On the 19th July 1588, the Spanish Armada commanded by the Duke of Medina Sidonia was sighted off the lizard in Cornwall on route to Plymouth.

The English fleet, commanded by Admiral Drake, defeated the Spanish with fire ships and had bad weather on their side.

In the June of 1592, Sir Walter Raleigh was thrown into the Tower of London.  He being the father of Elizabeth Throckmorton’s child, she being the Queen’s lady-in-waiting.  On the 7th September he was released, but barred from attending court and stripped of all his privileges and office.  In the June of 1597, he returned to the royal court after five years in disgrace.

In the September and October of 1592, Plague struck London and some 11,000 souls lost their lives.  Fires were lit in the streets to cleanse the air.  In January of 1593, the Plague struck again and thousands died as it spread through the capital.

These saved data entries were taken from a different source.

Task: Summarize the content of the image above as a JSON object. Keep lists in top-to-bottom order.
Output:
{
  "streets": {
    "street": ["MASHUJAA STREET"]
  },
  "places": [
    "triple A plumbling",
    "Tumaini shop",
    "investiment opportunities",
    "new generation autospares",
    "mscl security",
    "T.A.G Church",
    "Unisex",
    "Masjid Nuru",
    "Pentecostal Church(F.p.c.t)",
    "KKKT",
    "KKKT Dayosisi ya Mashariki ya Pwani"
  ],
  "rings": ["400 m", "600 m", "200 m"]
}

Sir Francis Drake, Queen Elizabeth’s pirate, lost his life in late January of 1596 on a Caribbean expedition, when he died of dysentery, and was buried at sea.

In April of 1601, communication were started between Sir Robert Cecil and the Earl of Mar, representative of King James VI of Scotland.

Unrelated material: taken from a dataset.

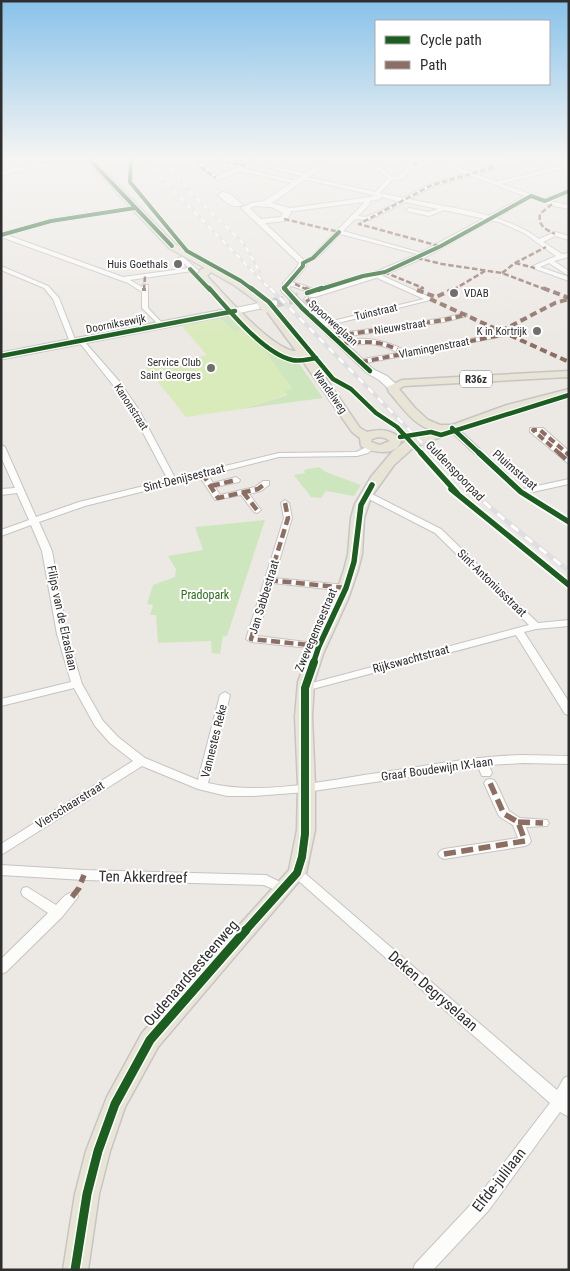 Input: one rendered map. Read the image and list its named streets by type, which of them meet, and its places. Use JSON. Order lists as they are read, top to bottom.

He being the son of Mary, Queen of Scots, and descendant from Henry VII’s daughter, Margaret made him the rightful heir to the English throne.

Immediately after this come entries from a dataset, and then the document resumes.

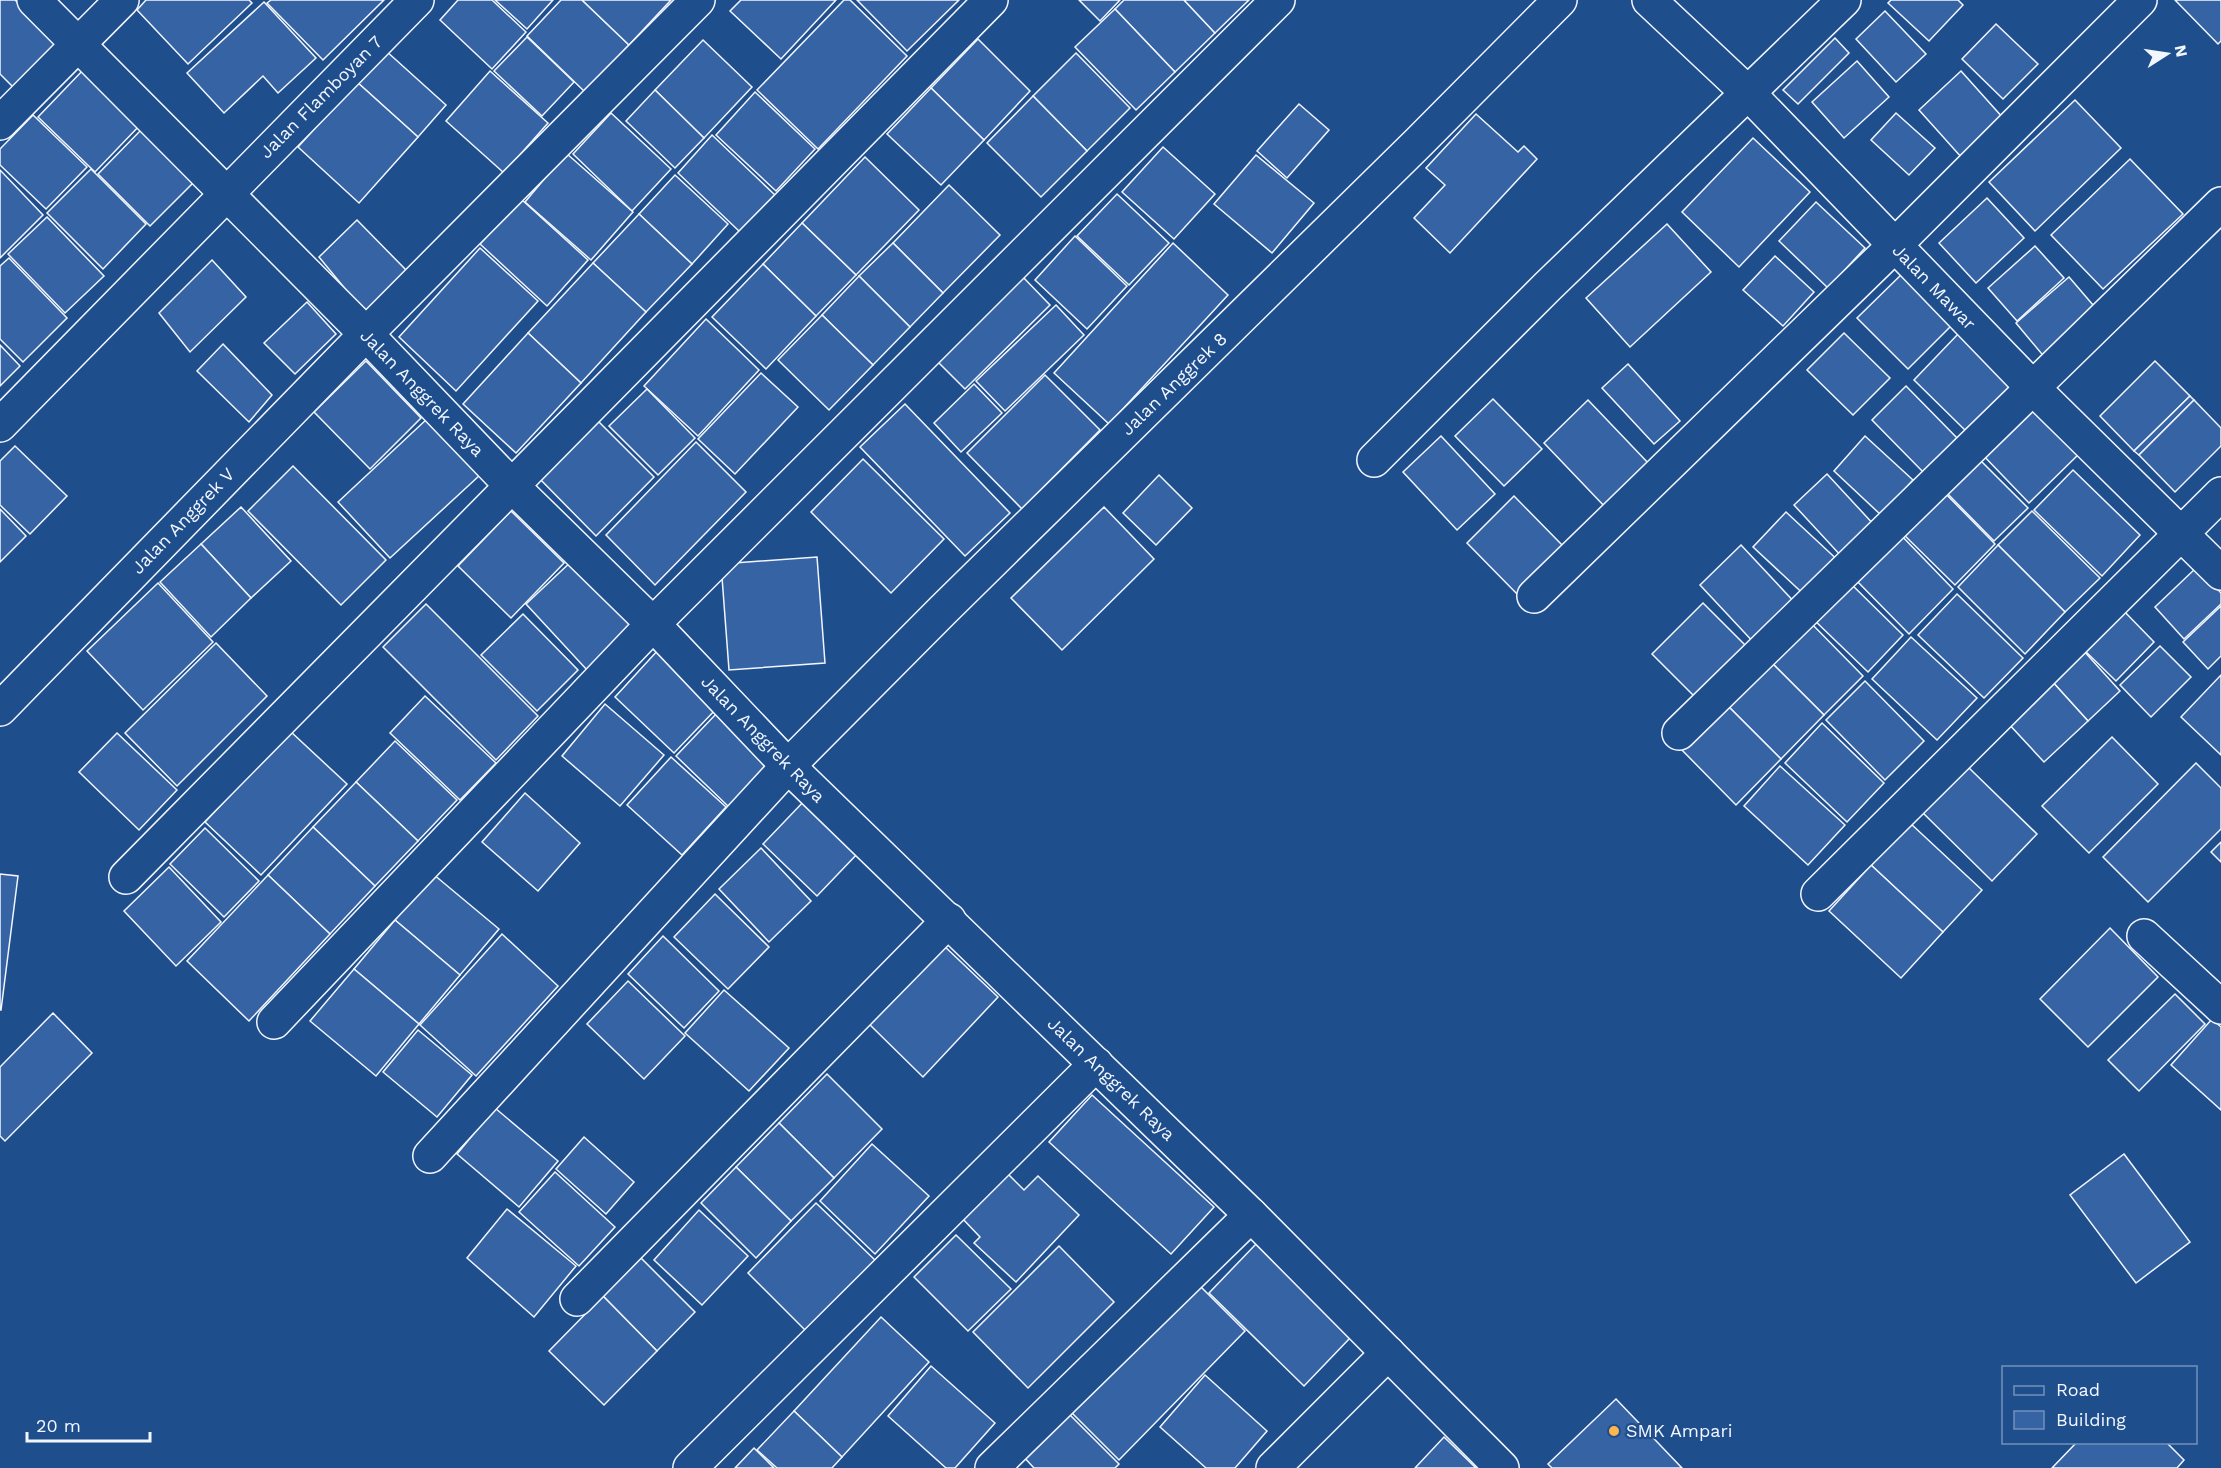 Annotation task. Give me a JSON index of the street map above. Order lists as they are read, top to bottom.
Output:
{
  "streets": {
    "street": [
      "Jalan Flamboyan 7",
      "Jalan Mawar",
      "Jalan Anggrek 8",
      "Jalan Anggrek Raya",
      "Jalan Anggrek V"
    ]
  },
  "crossings": [
    ["Jalan Flamboyan 7", "Jalan Anggrek Raya"],
    ["Jalan Anggrek 8", "Jalan Anggrek Raya"],
    ["Jalan Anggrek Raya", "Jalan Anggrek V"]
  ],
  "places": ["SMK Ampari"],
  "legend": ["Road", "Building"],
  "scale_bar": "20 m",
  "north": "right"
}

King Henry VIII had excluded Scottish lines of succession to the English throne.

Elizabeth had not married, she had no off-spring this Virgin Queen … it was just a matter of time for James, to wait for Elizabeth to die.

On the 24th March 1603, Queen Elizabeth I died at Richmond Palace and was buried at Westminster Abbey on the 28th April, alongside her half-sister Queen Mary I.

Tudor Queen: Mary I

Mary was born on the 8th February 1516 at Greenwich Palace to parents Henry VIII and Catharine of Aragon.

When Edward VI died, she seized the crown, from the newly crowned Queen; Jane Grey, Edward’s chosen successor.  She ascended to the throne on the 19th July 1553, and was crowned at Westminster Abbey on the 1st October, as Henry’s successor, heir by law.

On the 12th February 1554, Jane Grey and her husband Guildford Dudley were executed at the Tower of London, on the express orders of Queen Mary I.

On the 27th October 1553, she informed her council, she intended to marry Prince Philip of Spain, heir apparent to the Spanish throne.

On the 16th November, Parliament put forward that she should marry an Englishman, and the candidate they put forward was the Earl of Devon.

In January of 1554, a Protestant rebellion led by Sir Thomas Wyatt the younger, opposed the marriage.

On the 12th February, Princess Elizabeth was summoned to London; she was suspected of having been involved with Wyatt and his rebellion.

On the 18th March, Queen Mary imprisoned Princess Elizabeth in the Tower of London, and then on the 19th March moved her to Woodstock Palace.

On the 25th July 1554, Prince Philip of Spain married Queen Mary I of England at Winchester Cathedral.

In the autumn of 1554, Mary overturned acts relating to the church, and in turn, returned England to Roman Catholicism.

Many Protestant Bishops were persecuted, and some three hundred were burned at the stake.

In 1555, Philip requested that Mary reconcile her differences with her sister; Princess Elizabeth, making her heir to the English throne.

On the 16th October Protestant churchmen; Ridley and Latimer were burned at the stake, outside Balliol College, Oxford on the charge of heresy.

In January of 1556, Queen Mary’s husband was crowned King Philip II of Spain.

On the 21st March, Thomas Cranmer the former Archbishop of Canterbury was burned at the stake in Oxford.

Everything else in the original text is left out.